What Are We Looking At?
Neither the GTS nor the Turbo S E-Hybrid looks anywhere near as serious about big speeds. But there’s one extra detail that really makes this new performance Panamera look the part, and it’s one we’ve only ever seen on Porsche’s gnarliest two-seat sports cars.
Take a close look at the front fenders, and you might just spot a saw-tooth vent located directly over the front wheel. Look familiar?
It’s the same kind of vent fitted to the 718 GT4 RS and 911 GT3 RS, and is used to aid the escape of high-pressure air that gets caught in the wheel wells and causes front-end lift. That kind of hardware doesn’t belong on a luxury cruiser; it’s the stuff of track weapons.
Baldauf
Could It Be Plugged In?
Porsche hasn’t confirmed anything yet, let alone what’s under the skin, but what’s interesting about this prototype is that it has a left-hand fuel filler flap. Current ICE Panameras have the flap on the right, and only Hybrids get a matching flap – covering a charging port – on the left.
A big, heavy hybrid doesn’t seem like the obvious starting point for a track-focused Panamera, and Porsche stuck to straight combustion power for the 650 hp (659 PS) Cayenne Turbo GT even though the Cayenne Turbo E-Hybrid makes 729 hp (739 PS).

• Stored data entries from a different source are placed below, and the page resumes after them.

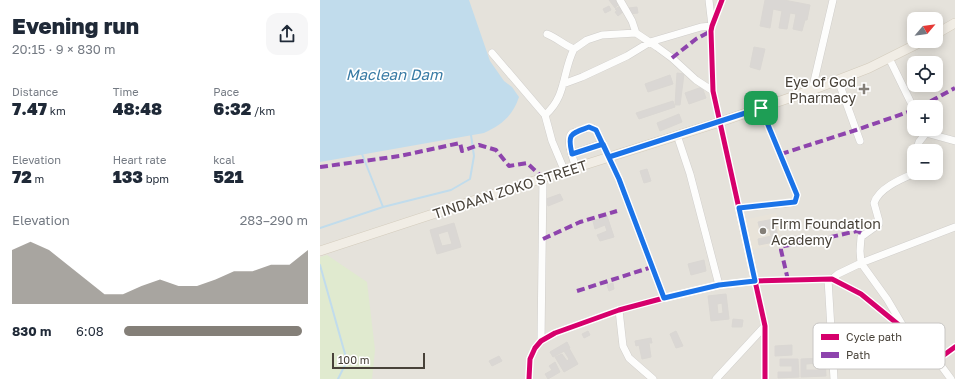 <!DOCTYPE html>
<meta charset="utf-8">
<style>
:root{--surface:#fff;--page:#f6f6f7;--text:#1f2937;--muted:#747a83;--accent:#847f78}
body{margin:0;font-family:"Golos Text",sans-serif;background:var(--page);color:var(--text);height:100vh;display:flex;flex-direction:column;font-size:15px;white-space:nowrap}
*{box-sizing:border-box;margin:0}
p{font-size:13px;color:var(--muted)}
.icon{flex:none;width:22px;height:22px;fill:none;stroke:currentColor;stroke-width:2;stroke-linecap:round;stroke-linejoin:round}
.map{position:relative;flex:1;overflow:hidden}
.side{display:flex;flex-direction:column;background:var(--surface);width:320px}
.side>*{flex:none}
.needle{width:26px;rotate:61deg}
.fabs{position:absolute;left:587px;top:12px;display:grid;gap:8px}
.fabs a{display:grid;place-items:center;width:36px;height:36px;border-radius:8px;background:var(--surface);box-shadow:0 2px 10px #0003;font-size:20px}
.scale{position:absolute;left:12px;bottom:10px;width:93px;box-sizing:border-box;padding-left:4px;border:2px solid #484239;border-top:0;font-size:11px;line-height:14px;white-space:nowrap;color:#484239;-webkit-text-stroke:3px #fff;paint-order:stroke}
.pin{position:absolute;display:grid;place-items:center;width:34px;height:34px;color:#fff;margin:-17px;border-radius:8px;box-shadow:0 2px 6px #0006}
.round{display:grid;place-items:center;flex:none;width:42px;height:42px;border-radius:12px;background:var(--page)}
.head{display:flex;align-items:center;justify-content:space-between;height:68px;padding:0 12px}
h1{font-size:22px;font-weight:800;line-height:30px}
.figures{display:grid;grid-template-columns:repeat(3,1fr);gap:6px;height:68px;padding:4px 12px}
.figures div{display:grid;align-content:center}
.figures b{font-size:17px;font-weight:800}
.figures small{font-size:11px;font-weight:400}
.figures p{font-size:11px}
.chart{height:112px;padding:8px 12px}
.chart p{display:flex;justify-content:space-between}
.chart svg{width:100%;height:72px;margin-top:4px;fill:var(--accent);opacity:.7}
ul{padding:0 12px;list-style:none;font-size:13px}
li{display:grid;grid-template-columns:64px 48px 1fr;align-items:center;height:30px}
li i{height:10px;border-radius:5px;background:var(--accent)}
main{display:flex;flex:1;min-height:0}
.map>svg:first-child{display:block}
.residential{fill:#e5e2db;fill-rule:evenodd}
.education{fill:#e8e3d9}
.green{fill:#e0eacf}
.water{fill:#c1dcec}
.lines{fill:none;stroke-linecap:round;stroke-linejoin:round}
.stream{stroke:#c1dcec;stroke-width:2}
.building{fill:#dad7d4;stroke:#dad7d3;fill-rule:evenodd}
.minor-casing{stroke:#d0cecb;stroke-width:8}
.major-casing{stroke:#d3cbbc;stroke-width:10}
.minor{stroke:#fdfdfc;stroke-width:7}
.major{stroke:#f1ede5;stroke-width:9}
.quiet{stroke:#8e44ad;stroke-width:4;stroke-dasharray:8 4;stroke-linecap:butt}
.cycleway-casing{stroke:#fff;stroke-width:8}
.cycleway{stroke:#d6006c;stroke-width:5}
.route-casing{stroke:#fff;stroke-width:8}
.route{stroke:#1a73e8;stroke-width:5}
.poi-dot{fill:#847f78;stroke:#fff;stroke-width:1.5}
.labels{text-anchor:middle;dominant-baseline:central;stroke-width:3.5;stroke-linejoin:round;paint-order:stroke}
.poi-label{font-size:14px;fill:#484239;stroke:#fff;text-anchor:end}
.street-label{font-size:14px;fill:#484239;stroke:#fff}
.water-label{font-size:15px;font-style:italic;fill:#377aa4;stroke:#fff}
.key{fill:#fff;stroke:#c8c6c4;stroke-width:1}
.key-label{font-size:11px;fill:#484239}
</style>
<main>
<section class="side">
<div class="head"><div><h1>Evening run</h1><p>20:15 · 9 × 830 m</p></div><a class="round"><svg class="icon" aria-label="share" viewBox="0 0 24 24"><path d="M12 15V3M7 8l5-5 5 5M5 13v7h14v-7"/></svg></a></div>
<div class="figures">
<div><p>Distance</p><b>7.47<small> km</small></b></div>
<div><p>Time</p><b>48:48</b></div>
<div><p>Pace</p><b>6:32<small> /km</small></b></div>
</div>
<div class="figures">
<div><p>Elevation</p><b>72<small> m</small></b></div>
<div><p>Heart rate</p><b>133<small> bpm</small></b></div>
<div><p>kcal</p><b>521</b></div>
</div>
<div class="chart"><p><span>Elevation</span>283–290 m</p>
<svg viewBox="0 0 160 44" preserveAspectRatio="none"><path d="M0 44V11L10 6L20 11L30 20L40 29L50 38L60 38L70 33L80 29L90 33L100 33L110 29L120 24L130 24L140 20L150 20L160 11V44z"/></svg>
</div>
<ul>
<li><b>830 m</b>6:08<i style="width:97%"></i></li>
</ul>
</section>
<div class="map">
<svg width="635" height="379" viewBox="0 0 635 379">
<rect width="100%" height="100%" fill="#f2f0ed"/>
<path class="residential" d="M0,0H635V379H0ZM594,19H616V41H594ZM594,63H616V85H594ZM594,107H616V129H594ZM594,151H616V173H594Z"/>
<path class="education" d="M456,213L462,243L430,250L423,220Z"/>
<path class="green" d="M7,255L47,282L55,350L52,379H0V257Z"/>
<path class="water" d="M0,0H149L170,61L184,81L192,87L199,97C193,115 182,125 164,133L0,162Z"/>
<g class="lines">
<path class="stream" d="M42,154L63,207
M0,228L63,207L131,190L150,179L154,156L151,135
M0,265L27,361L18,379"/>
</g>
<path class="building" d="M289,0H296L299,4L295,8Z
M445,0H464L490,5L487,20H485L482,31L473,29L476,14L470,13L467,29L459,28L462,11L453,9L450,28L440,26Z
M289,6L291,10L285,13L283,9Z
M300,6L304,11L298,16L295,12L297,11L295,9Z
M317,7L318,13L309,14V8Z
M434,47L445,49L440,70L430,67Z
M357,73L364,74L360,105H355Z
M350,75L353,84L328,92L325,84Z
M382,87L386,98L369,104L365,93Z
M353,101L355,107L319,119L316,113Z
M359,114L362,122L340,131L337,123Z
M327,169L331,181L324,183L320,171Z
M240,194L243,200L228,206L226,199Z
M287,216L294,237L280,241L277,235L287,231L285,225L275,229L273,221Z
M454,219L459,241L439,245L438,239L451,236L449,228L440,230L438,222Z
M134,223L141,247L117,254L110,230ZM128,231L132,244L122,246L118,234Z
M384,260L386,271L371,275L368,264Z
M293,283L294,289L289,291L287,285Z
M406,294L409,319L391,321L388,296ZM402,303L403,313L398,314L397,304Z
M413,319L423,320L422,327H412Z
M268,331L270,335L264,338L262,334Z
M356,331L363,346L356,348L350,334Z
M331,338L332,343H329L331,357L322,359L319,345L316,346L315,341Z
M247,342L250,348L233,357L230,352Z
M472,345V355L455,356V346Z
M249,348L258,364L244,372L235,357L242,354L247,361L249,359L244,351Z
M179,356L182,361L172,366L169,361Z
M505,358L506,376L481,377V359ZM499,363V370H486V364Z
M460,359H478L479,377L458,378V372H472V366H460Z
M235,362L240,372L228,379L225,374L232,370L229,366Z"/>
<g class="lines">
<g class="minor-casing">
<path id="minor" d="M300,0L312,21L316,33
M402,0L392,26L391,31L393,91L445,326V379
M227,34C237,38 244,45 254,49L267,40L282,35L316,33L337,47L352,58L376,80L393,91
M172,53L225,115L232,141L245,172
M569,58L594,109
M518,80L540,141
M243,84L262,77L307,56L330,42L381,27L392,26L389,0
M492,90L513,0
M225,115C247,96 242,72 254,49
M604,129L606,133L635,141
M357,135L370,174L399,285
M596,151L599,142L606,133
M252,154L283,143
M256,168C254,161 245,139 252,133C254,132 259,131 261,130C267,128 271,126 276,130L299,179L344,298
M419,208L470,203L475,202L477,195L441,108
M508,279L514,379
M512,279L518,274L541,263L635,227
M299,310L303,346L309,358L333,379
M583,326L567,299L541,263L540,251L541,237L559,224V221L554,203C559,188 581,179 595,173
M221,341L223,178
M617,360L631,379
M209,379L210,359L215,348L221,341L235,333L299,310L344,298L399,285L435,281L512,279L541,294L585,330L604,357L611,361L617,360L635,347
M396,379L445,326"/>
</g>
<g class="major-casing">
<path id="major" d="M616,34L635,23
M0,251L223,178L400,122L492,90L549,68L603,41"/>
</g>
<use href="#minor" class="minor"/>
<use href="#major" class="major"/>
<path class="quiet" d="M352,58L376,39L391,31
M600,107L635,88
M461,154L536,130L594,110
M0,167L80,156L140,143L142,151L159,145L176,150L189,166L207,163L223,178
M223,239L260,222L297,211
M468,280L461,250V247L464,246L502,239L537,231L543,234
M257,291L332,267"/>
<g class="cycleway-casing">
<path id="cycleway" d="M402,0L392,26L391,31L393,91L445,326V379
M209,379L210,359L215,348L221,341L235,333L299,310L344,298L399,285L435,281L512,279L541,294L585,330L604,357L611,361L617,360L635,347"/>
</g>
<use href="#cycleway" class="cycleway"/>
</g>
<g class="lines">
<g class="route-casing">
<path id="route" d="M441,108L289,157L283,144L252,154C247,133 251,134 269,127L276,130L299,179L344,298L399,285L435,281L419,208L475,202L477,195L441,108"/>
</g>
<use href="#route" class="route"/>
</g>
<g class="poi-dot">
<path d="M542 83h4v4h4v4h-4v4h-4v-4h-4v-4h4z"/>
<circle cx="443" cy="231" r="4"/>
</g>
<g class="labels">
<g class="poi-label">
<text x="536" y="81">Eye of God<tspan x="536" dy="16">Pharmacy</tspan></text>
<text x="451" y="223" text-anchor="start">Firm Foundation<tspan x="451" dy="16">Academy</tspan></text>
</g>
<g class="street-label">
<text transform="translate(190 189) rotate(-18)">TINDAAN ZOKO STREET</text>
</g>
<g class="water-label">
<text x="74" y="74">Maclean Dam</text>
</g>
</g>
<rect x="493" y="323" width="132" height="46" rx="6" class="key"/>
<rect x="501" y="334" width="18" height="6" fill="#d6006c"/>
<rect x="501" y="352" width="18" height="6" fill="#8e44ad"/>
<g class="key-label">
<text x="526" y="341">Cycle path</text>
<text x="526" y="359">Path</text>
</g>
</svg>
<div class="fabs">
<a><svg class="needle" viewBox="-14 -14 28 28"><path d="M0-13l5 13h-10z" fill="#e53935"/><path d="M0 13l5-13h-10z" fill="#747a83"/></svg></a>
<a><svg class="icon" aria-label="locate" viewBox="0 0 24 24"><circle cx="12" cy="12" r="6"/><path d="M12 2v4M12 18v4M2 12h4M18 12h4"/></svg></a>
<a>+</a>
<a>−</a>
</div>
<div class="scale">100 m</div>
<div class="pin" style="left:441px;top:108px;background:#1e9e55"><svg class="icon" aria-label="arrive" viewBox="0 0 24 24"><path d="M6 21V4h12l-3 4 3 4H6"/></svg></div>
</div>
</main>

But then it has proved with the Taycan Turbo GT that heavyweights really can handle, and the BMW M5, Audi RS6, and AMG E-Class are all either switching to hybrid power or are already there.
For the record, the Panamera Turbo S E-Hybrid makes 771 hp (782 PS), and Lamborghini’s Urus SE plug-in, which uses the same core twin-turbo, 4.0-liter V8, pumps out 789 hp (800 PS), so we could be looking at one really rapid Porsche limo when the covers come off, probably some time early next year.